Details
-
Bug
-
Status: Resolved
-
Major
-
Resolution: Fixed
-
jtsk_2.1, River_2.1.1
-
None
Description
The method
net.jini.lookup.ServiceDiscoveryManager$DiscMgrListener.discarded(DiscoveryEvent)
has the following code that throws a RuntimeException (the code comment suggests that it is supposed to be impossible, but it's not).
ProxyReg reg = findReg(proxys[i]);
if(reg != null )
else
{ throw new RuntimeException("discard error"); }//endif
Our QA does failover testing with two servers, each with a Reggie, where we deliberately crash and reboot server 1 then server 2 every 30 minutes continuously. In one case, we hit that RuntimeException. I don't know why we got a null reg (that's a problem for another defect, maybe an undiagnosed race of two discards put on a task queue? Maybe related to RIVER-37?).

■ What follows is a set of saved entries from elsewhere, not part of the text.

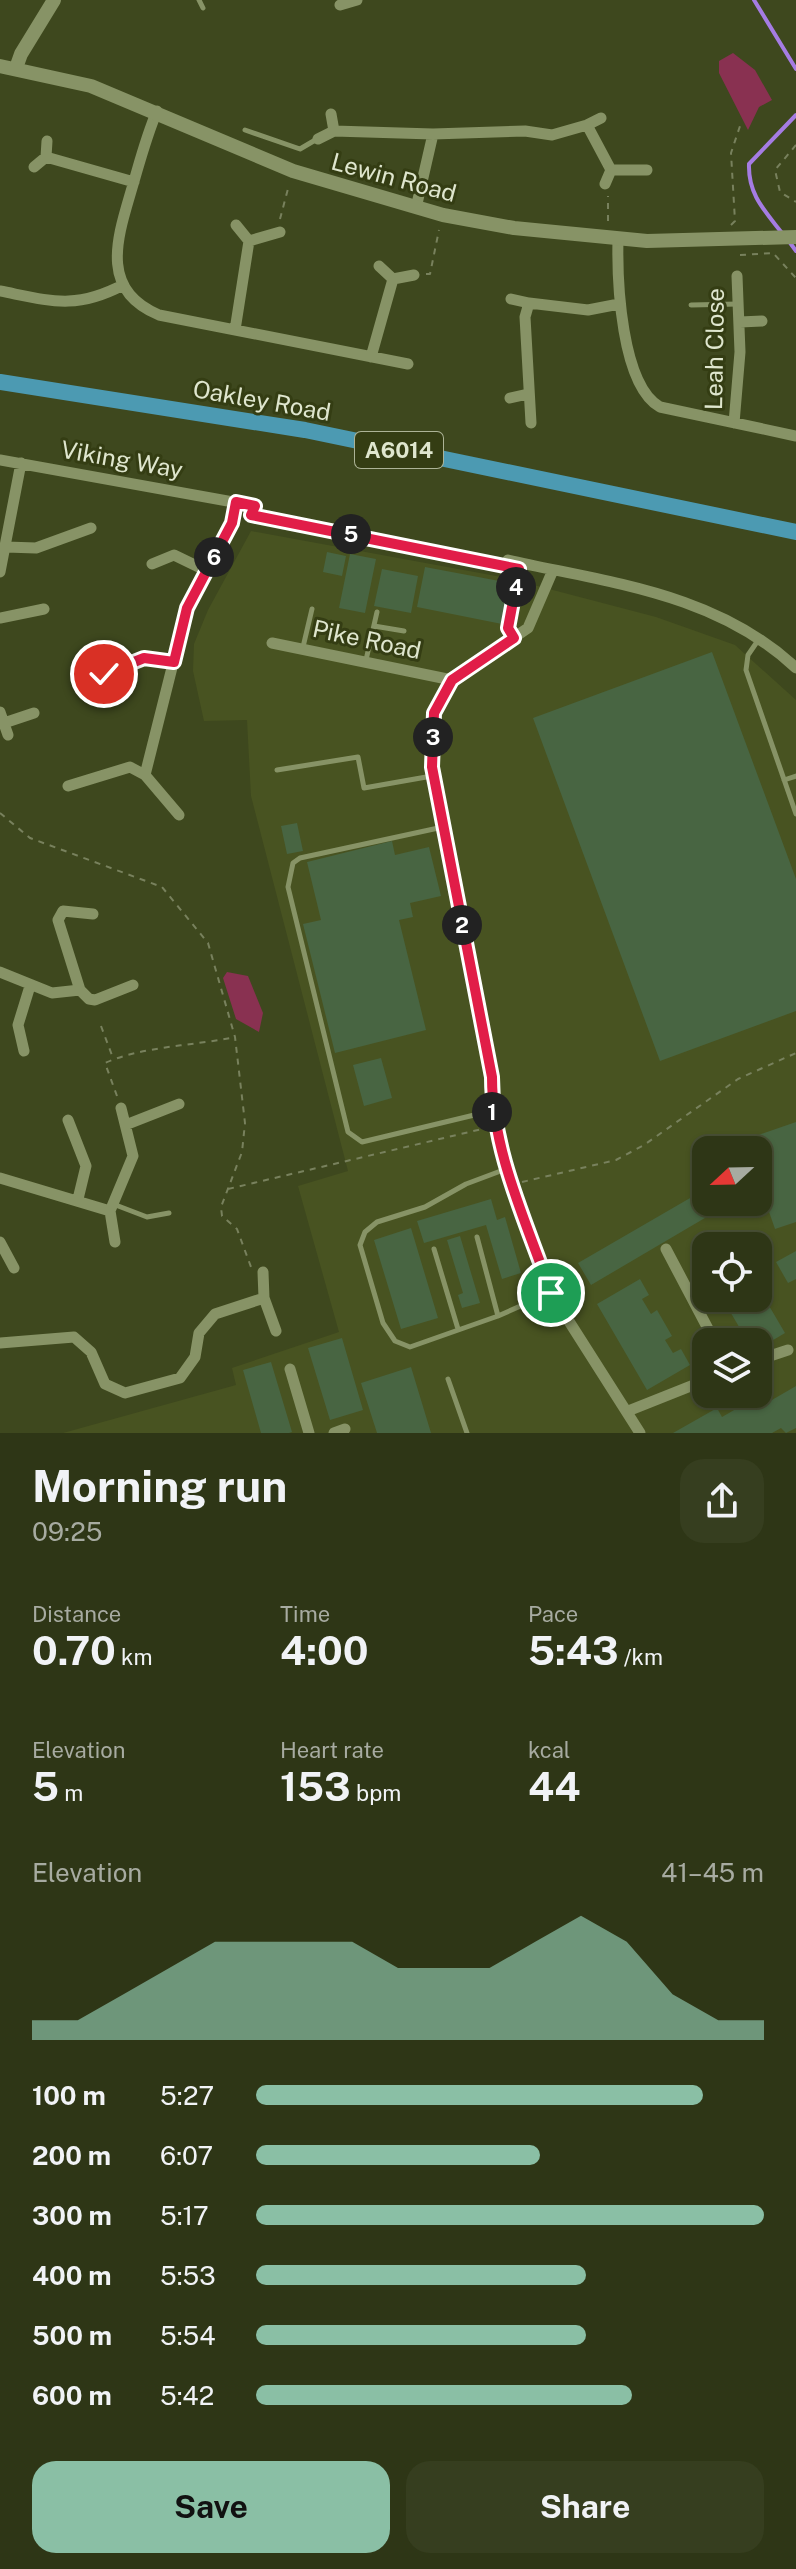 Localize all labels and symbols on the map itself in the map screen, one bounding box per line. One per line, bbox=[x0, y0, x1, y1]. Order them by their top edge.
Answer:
street label: Lewin Road bbox=[328, 147, 460, 207]
street label: Leah Close bbox=[699, 288, 729, 410]
street label: Oakley Road bbox=[191, 374, 333, 426]
road number: A6014 bbox=[355, 432, 443, 468]
street label: Viking Way bbox=[59, 434, 185, 484]
pin: 5 bbox=[331, 514, 371, 554]
pin: 6 bbox=[194, 537, 234, 577]
pin: 4 bbox=[496, 567, 536, 607]
street label: Pike Road bbox=[310, 614, 424, 664]
pin bbox=[70, 640, 138, 708]
pin: 3 bbox=[413, 717, 453, 757]
pin: 2 bbox=[442, 905, 482, 945]
pin: 1 bbox=[472, 1092, 512, 1132]
north arrow bbox=[692, 1136, 772, 1216]
pin bbox=[517, 1259, 585, 1327]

But it caused a catastrophic chain of events because the RuntimeException is not caught anywhere up the stack. In our case, it killed the LookupLocatorDiscovery$Notifier thread.

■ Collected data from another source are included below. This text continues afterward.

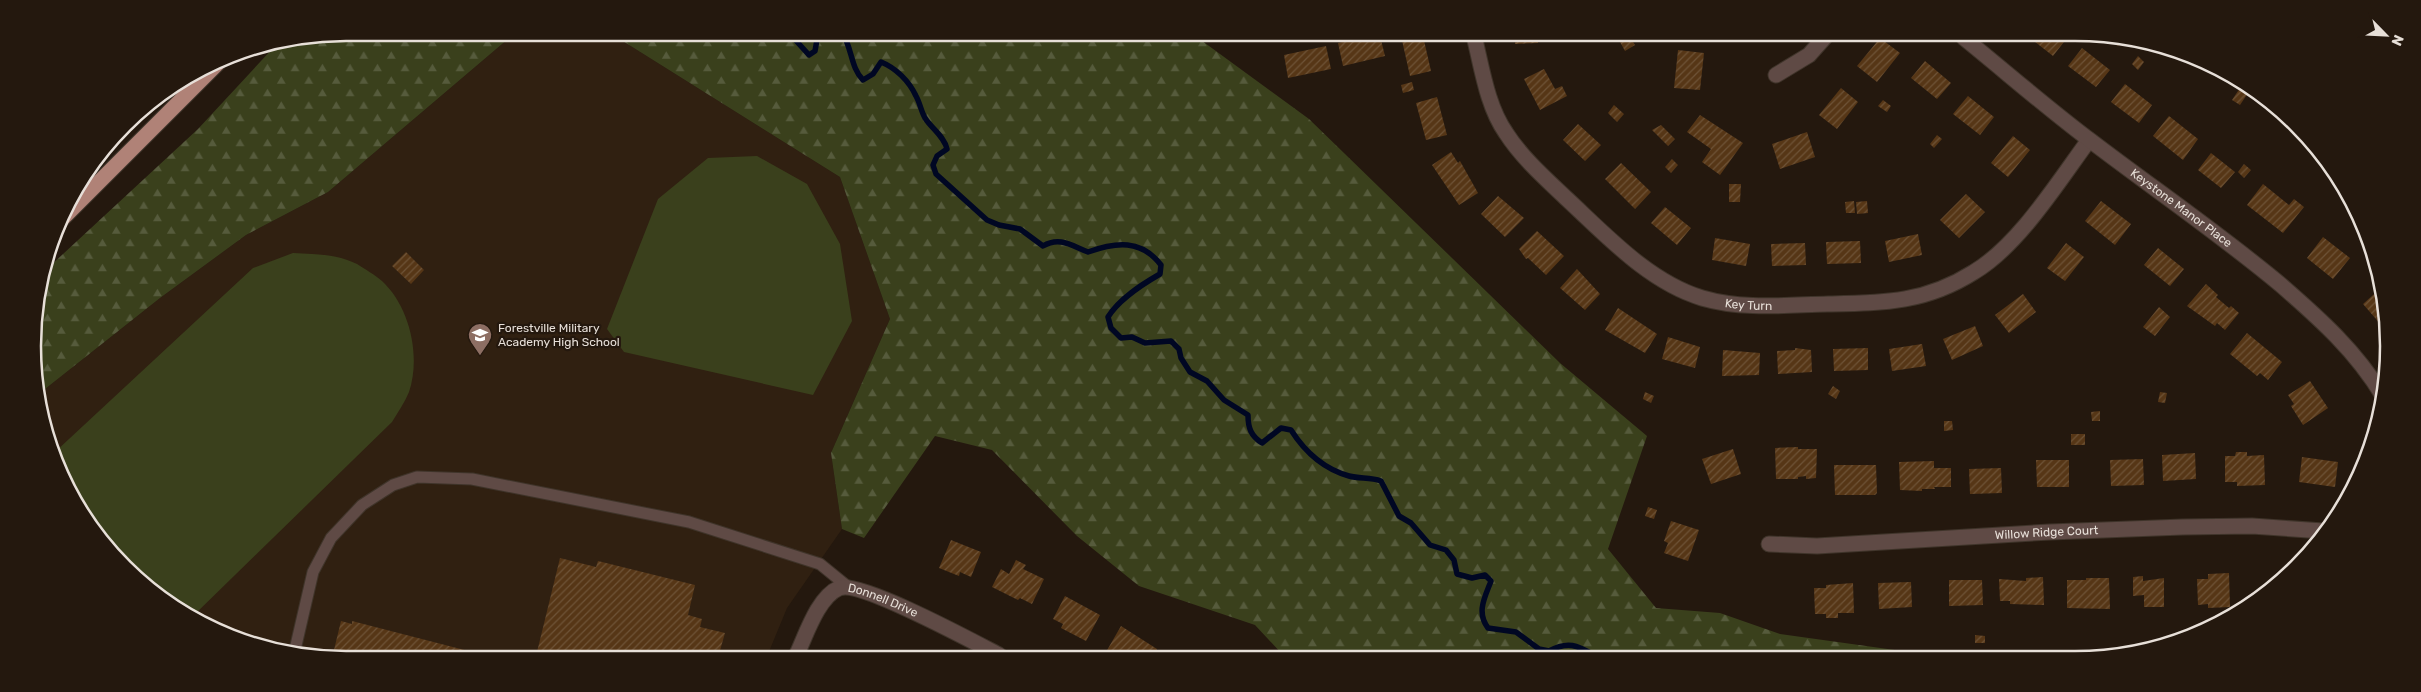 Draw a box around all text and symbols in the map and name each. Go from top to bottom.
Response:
north arrow [2361,10,2411,60]
text: N [2388,32,2407,48]
street label: Keystone Manor Place [2128,166,2235,250]
street label: Key Turn [1724,296,1772,313]
place label: Forestville Military Academy High School [498,321,620,349]
school or university icon: Forestville Military Academy High School [467,322,493,356]
street label: Willow Ridge Court [1994,523,2099,542]
street label: Donnell Drive [847,581,920,620]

java.lang.RuntimeException: discard error
at net.jini.lookup.ServiceDiscoveryManager$DiscMgrListener.discarded(2639)
at net.jini.discovery.LookupDiscoveryManager.notifyListener(1375)
at net.jini.discovery.LookupDiscoveryManager.notifyListener(1356)
at net.jini.discovery.LookupDiscoveryManager.access$500(92)
at net.jini.discovery.LookupDiscoveryManager$LocatorDiscoveryListener.discarded(543)
at net.jini.discovery.LookupLocatorDiscovery$Notifier.run(650)
I propose three changes:
1) change the discarded() method above to simply warn instead of throwing
2) put a try/catch(Throwable) around the listener invocation in
LookupLocatorDiscovery$Notifier.run()
3) put a similar try/catch around listener invocation in LookupDiscoveryManager.notifyListener
The idea behind #2 and #3 is that misbehaving listeners should not be allowed to derail the discovery process.